Juventude sem trabalho
Do total de pessoas desocupadas do país, 46,6% têm entre 15 e 24 anos, revela o estudo “Juventude e Políticas Sociais no Brasil”, divulgado ontem pelo Instituto de Pesquisa Econômica Aplicada (Ipea), órgão subordinado ao ministro do Núcleo de Assuntos Estratégicos da Presidência da República, Roberto Mangabeira Unger. A proporção de jovens entre os desempregados é a mais alta entre os dez países analisados na pesquisa, que inclui nações em estágios de desenvolvimento econômico semelhantes ao do Brasil, como Argentina (39,6%) e México (40,4%). A reportagem é de Mariana Schreiber e publicada pelo jornal O Globo, 21-05-2008.

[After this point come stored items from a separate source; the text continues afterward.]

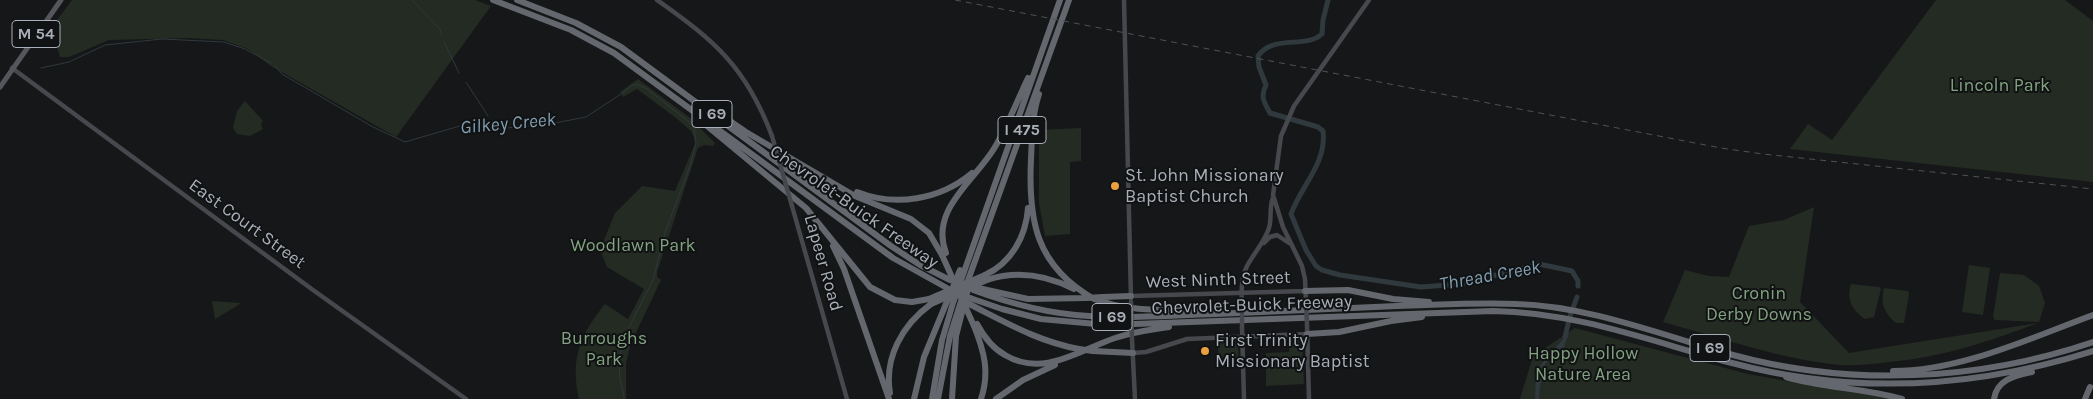 <!DOCTYPE html>
<html>
<head>
<meta charset="utf-8">
<style>
	body { margin:0 }
	canvas { display:block; background:#161718 }
</style>
</head>
<body>
<canvas width="2093" height="399"></canvas>
<script>
const ctx = document.querySelector('canvas').getContext('2d');
ctx.lineJoin = 'round';
function fill(path, color) { ctx.fillStyle = color; ctx.fill(path, 'evenodd'); }
function stroke(path, color, width, dash) { ctx.strokeStyle = color; ctx.lineWidth = width; ctx.lineCap = dash ? 'butt' : 'round'; ctx.setLineDash(dash || []); ctx.stroke(path); }
function drawText(font, color, halo, rows, align = 'center') {
  ctx.font = font + ' Karla,sans-serif'; ctx.lineWidth = 4; ctx.setLineDash([]); ctx.textBaseline = 'middle'; ctx.strokeStyle = halo; ctx.fillStyle = color; for (const [text, x, y, turn = 0] of rows) {
    ctx.save(); ctx.translate(x, y); ctx.rotate((+turn || 0) * Math.PI / 180); ctx.textAlign = isNaN(turn) ? turn : align; if (halo) ctx.strokeText(text, 0, 0); ctx.fillText(text, 0, 0); ctx.restore();
  }
}
fill(new Path2D(`
	M72,0H475L491,6L396,137L271,66L248,49L223,40L188,38L109,40L69,57H60L51,28Z
	M1936,0H2065L2093,21V182L1790,149L1808,124L1832,140Z
	M638,79L690,118L715,143L713,146L704,145L698,148L657,272V277L661,280L631,343L626,363V399H579C570,358 580,335 605,304L628,319L644,289L607,267L600,250L615,213L642,186L675,191L695,144L694,138L691,131L676,118L637,89L623,97L620,92Z
	M245,101L263,121L261,124L263,129L250,136L237,134L233,128L237,111Z
	M1081,128V161L1070,162V234L1045,236L1039,203V130Z
	M1814,207L1800,302L1849,353L2038,323C1987,342 1943,357 1889,362C1873,364 1856,366 1840,365C1783,360 1718,337 1663,322L1685,270L1709,276L1729,277L1749,226L1784,220Z
	M1969,265L1990,268L1983,315L1962,312Z
	M2000,273L2024,275L2039,286L2045,303L2039,322L1995,320L1993,317Z
	M1851,284L1879,287L1881,289L1874,317L1865,319C1852,310 1846,299 1851,284Z
	M1884,288L1908,291L1909,294L1904,323H1896C1884,313 1880,303 1884,288Z
	M212,301L240,303V304L215,319Z
	M1575,328L1748,374L1815,386L1876,394L1893,399H1520L1533,356Z
	M1302,338L1304,384L1266,386V353L1289,352L1290,339Z
	M1238,341L1239,364H1219L1218,342Z`), '#232b23');
fill(new Path2D(`
	M1569,332L1564,347L1545,364L1540,385L1539,399H1535L1536,373L1538,368Z`), '#2f393e');
stroke(new Path2D(`
	M412,0L440,29L442,35
	M444,42L459,73
	M275,66L282,74L373,127L405,142L470,123L495,128H507L555,123L586,117L624,92L632,85H639L647,89L688,121L694,127L695,134L696,143L691,163L665,233L653,280L624,337C621,350 618,365 620,379C621,386 624,391 624,399
	M41,68L69,62L105,45L162,39L224,42L245,49L271,63
	M466,82L488,116`), '#2f393e', 1);
stroke(new Path2D(`
	M1328,0L1323,20L1322,34C1306,49 1273,34 1258,56L1259,67L1266,85C1260,97 1264,102 1270,113L1318,127L1323,131C1327,163 1301,186 1291,214L1306,250L1316,266L1322,270L1340,275L1421,287L1461,284L1539,264L1572,271L1578,281V286
	M1565,337L1570,316L1577,297`), '#2f393e', 5);
stroke(new Path2D(`
	M657,0C715,41 746,67 772,136
	M1124,0L1131,299
	M12,68L313,290L466,399
	M792,206L847,399
	M1264,243L1270,237L1277,235L1289,243
	M1131,296L1305,291
	M1306,302L1305,279L1302,266L1283,227L1273,195L1281,136L1294,106L1369,0
	M1242,304C1241,291 1241,278 1247,266C1254,253 1264,243 1269,228C1272,219 1269,205 1273,198
	M1307,325L1309,399
	M1242,328L1244,399
	M1132,339L1135,399
	M1133,353L1146,352L1187,339L1307,334`), '#46484d', 4.5);
stroke(new Path2D(`
	M0,87L61,0`), '#54565c', 5);
stroke(new Path2D(`
	M493,0L571,30L614,53L893,258L947,288
	M517,0L576,23L621,47L891,246L920,265L950,280
	M1039,94C1032,115 1032,137 1031,159C1028,221 1036,266 1094,299
	M708,106L746,132L855,196L911,219L929,233L942,255
	M701,121L806,208L870,287L895,300L912,302L929,299
	M857,192C895,207 940,200 972,173
	M833,246L844,269L889,399
	M946,253C929,209 976,180 995,147C1008,125 1017,101 1028,78
	M985,275C1011,263 1026,237 1028,208
	M987,280C1017,270 1046,275 1074,289
	M966,286L1069,0
	M978,288L1028,299L1086,298
	M973,290C1011,304 1049,314 1089,316C1131,319 1173,315 1215,314C1276,311 1337,309 1397,306C1437,305 1477,302 1517,304C1589,306 1664,336 1733,355C1851,387 1978,381 2093,342
	M1305,291L1348,290L1393,299L1429,302
	M1103,297L1131,296
	M970,298L1002,309L1041,319L1107,325L1493,311C1576,312 1653,342 1732,363C1852,395 1975,388 2093,351
	M1092,298C1127,312 1161,310 1198,310
	M969,304C1005,322 1039,342 1079,349
	M977,324C984,337 992,348 1005,355C1043,378 1080,350 1115,338C1133,332 1150,330 1169,327
	M974,326C984,351 990,372 981,399
	M1307,334L1339,332L1391,321L1422,317
	M1093,351L1133,353
	M1893,371C1961,371 2030,338 2093,315
	M1786,377C1824,388 1864,388 1902,399
	M890,393C884,358 902,325 931,304
	M914,399L924,357L960,270
	M932,399L942,340L953,303L1060,0
	M938,399L950,336L963,295
	M952,399L956,336L969,285
	M996,399L1023,380L1055,365
	M1994,399C1997,379 2015,376 2032,372
	M2085,399L2090,387`), '#64686e', 6);
stroke(new Path2D(`
	M955,0L1721,148L1763,154L2093,189`), '#4f5156', 1, [6, 5]);
stroke(new Path2D(`
	M772,136L792,206
	M1131,302L1132,339
	M1306,302L1307,325
	M1242,304V328`), '#46484d', 4.5);
stroke(new Path2D(`
	M942,255L974,326
	M959,294L970,298
	M1086,298L1103,297
	M929,299L985,275
	M931,304L987,280
	M1079,349L1093,351`), '#64686e', 6);
for (const [x, y, r, color] of [
	[1115,186,5,"#eaa03d"],
	[1205,351,5,"#eaa03d"]
]) { const dot = new Path2D(); dot.arc(x, y, r, 0, 2 * Math.PI); ctx.fillStyle = color; ctx.fill(dot); stroke(dot, '#111213', 2); }
for (const [x, y, w] of [
	[36,34,48],
	[712,114,40],
	[1022,130,48],
	[1112,317,40],
	[1710,348,40]
]) { const box = new Path2D(); box.roundRect(x - w / 2, y - 13.5, w, 27, 4); ctx.fillStyle = '#111213'; ctx.fill(box); stroke(box, '#a9afb8', 1); }
drawText('bold 16px', '#a9afb8', null, [
	["M 54",36,34],
	["I 69",712,114],
	["I 475",1022,130],
	["I 69",1112,317],
	["I 69",1710,348]
]);
drawText('18px', '#82a281', '#111213', [
	["Lincoln Park",2000,86],
	["Woodlawn Park",633,246],
	["Cronin",1759,294],
	["Derby Downs",1759,315],
	["Burroughs",604,339],
	["Park",604,360],
	["Happy Hollow",1583,354],
	["Nature Area",1583,375]
]);
drawText('18px', '#a9afb8', '#111213', [
	["St. John Missionary",1125,176],
	["Baptist Church",1125,197],
	["First Trinity",1215,341],
	["Missionary Baptist",1215,362]
], 'left');
drawText('18px', '#a9afb8', '#111213', [
	["Chevrolet-Buick Freeway",854,207,35],
	["East Court Street",247,224,36],
	["Lapeer Road",823,263,74],
	["West Ninth Street",1218,280,-2],
	["Chevrolet-Buick Freeway",1252,305,-2]
]);
drawText('italic 19px', '#829fb1', '#111213', [
	["Gilkey Creek",508,124,-5],
	["Thread Creek",1490,276,-10]
]);
</script>
</body>
</html>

Desde 1985, a taxa de desemprego juvenil nacional não parou de crescer, passando de 6% para 19% em 2005 — quase o triplo do nível de desocupação dos jovens mexicanos (7%).
Atualmente, no Brasil, o desemprego entre aqueles que estão iniciando sua vida profissional é 3,5 vezes maior que entre os adultos com mais de 25 anos. O índice vem aumentando desde 1990, quando era de 2,8.
Segundo o Ipea, um dos fatores que explicam o desemprego alto entre os jovens é o custo menor de demissão desse segmento. Além disso, eles são considerados menos essenciais pela falta de experiência profissional. O estudo destaca que os jovens que enfrentam mais dificuldade para arranjar trabalho são os de baixa escolaridade, as jovens mulheres (especialmente com filhos) e os moradores de periferia. O técnico de Planejamento e Pesquisa do Ipea Roberto Gonzalez diz que muitos jovens precisam abandonar os estudos para buscar emprego devido à pobreza familiar, sendo levados a atividades precárias.
— Quem está completando o ensino médio nem deveria estar buscando emprego, mas o faz por questão de sobrevivência. O jovem de baixa renda acaba circulando de um emprego informal para outro e nunca consegue abandonar esse ciclo por causa da falta de estudo — afirma.
‘Mais velhos estão sendo contratados’
Em 1985, os jovens representavam quase 60% dos desempregados brasileiros.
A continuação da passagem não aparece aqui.